**PROBLEM**
Copy each line of the records below that mentions the word "Pinnacle".

──────── DATA SHOWN

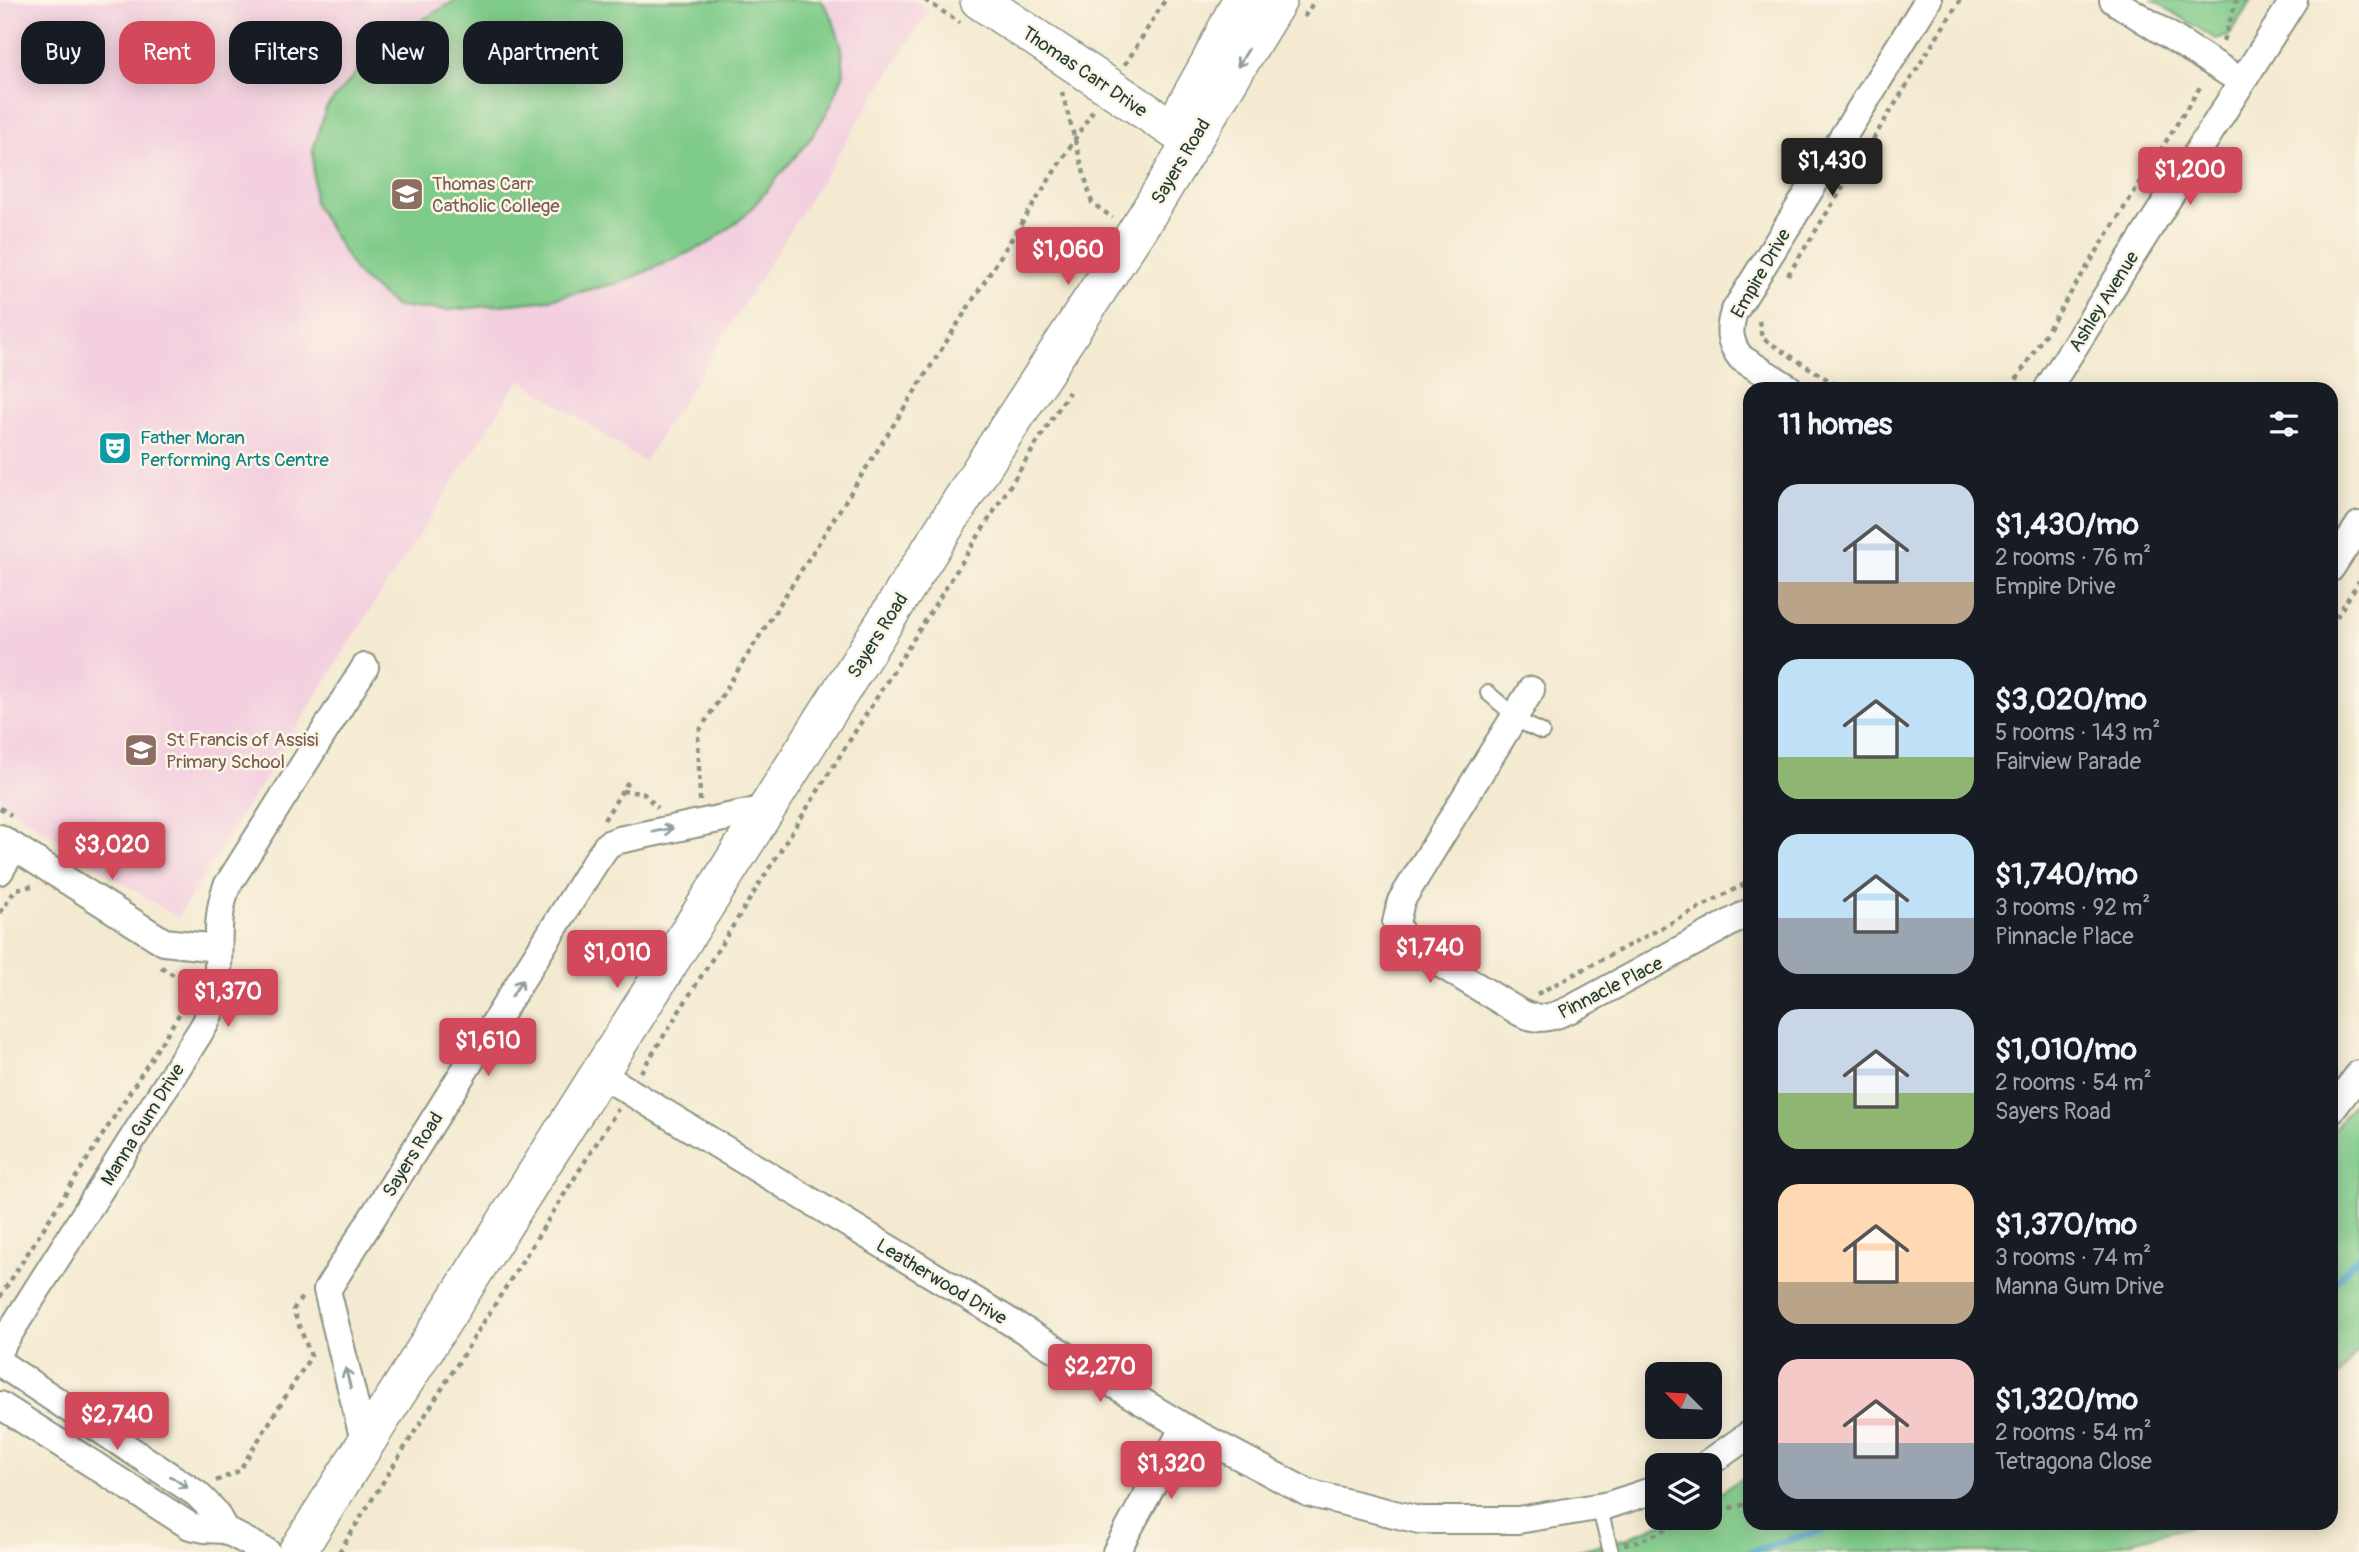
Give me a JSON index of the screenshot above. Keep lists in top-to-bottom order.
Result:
{
  "streets": {
    "main road": ["Thomas Carr Drive", "Sayers Road"],
    "street": [
      "Empire Drive",
      "Ashley Avenue",
      "Pinnacle Place",
      "Manna Gum Drive",
      "Leatherwood Drive"
    ]
  },
  "crossings": [
    ["Thomas Carr Drive", "Sayers Road"],
    ["Sayers Road", "Leatherwood Drive"]
  ],
  "places": {
    "school or university": ["Thomas Carr Catholic College", "St Francis of Assisi Primary School"],
    "theatre": ["Father Moran Performing Arts Centre"]
  },
  "north": "top left",
  "page": {
    "chip": [
      "Buy",
      "Rent",
      "Filters",
      "New",
      "Apartment"
    ],
    "price": [
      "$1,430",
      "$1,200",
      "$1,060",
      "$3,020",
      "$1,740",
      "$1,010",
      "$1,370",
      "$1,610",
      "$2,270",
      "$2,740",
      "$1,320"
    ],
    "heading": "11 homes",
    "list": [
      {
        "name": "$1,430/mo",
        "note": "2 rooms · 76 m² · Empire Drive"
      },
      {
        "name": "$3,020/mo",
        "note": "5 rooms · 143 m² · Fairview Parade"
      },
      {
        "name": "$1,740/mo",
        "note": "3 rooms · 92 m² · Pinnacle Place"
      },
      {
        "name": "$1,010/mo",
        "note": "2 rooms · 54 m² · Sayers Road"
      },
      {
        "name": "$1,370/mo",
        "note": "3 rooms · 74 m² · Manna Gum Drive"
      },
      {
        "name": "$1,320/mo",
        "note": "2 rooms · 54 m² · Tetragona Close"
      }
    ]
  }
}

────────────────

**RESULT**
      "Pinnacle Place",
        "note": "3 rooms · 92 m² · Pinnacle Place"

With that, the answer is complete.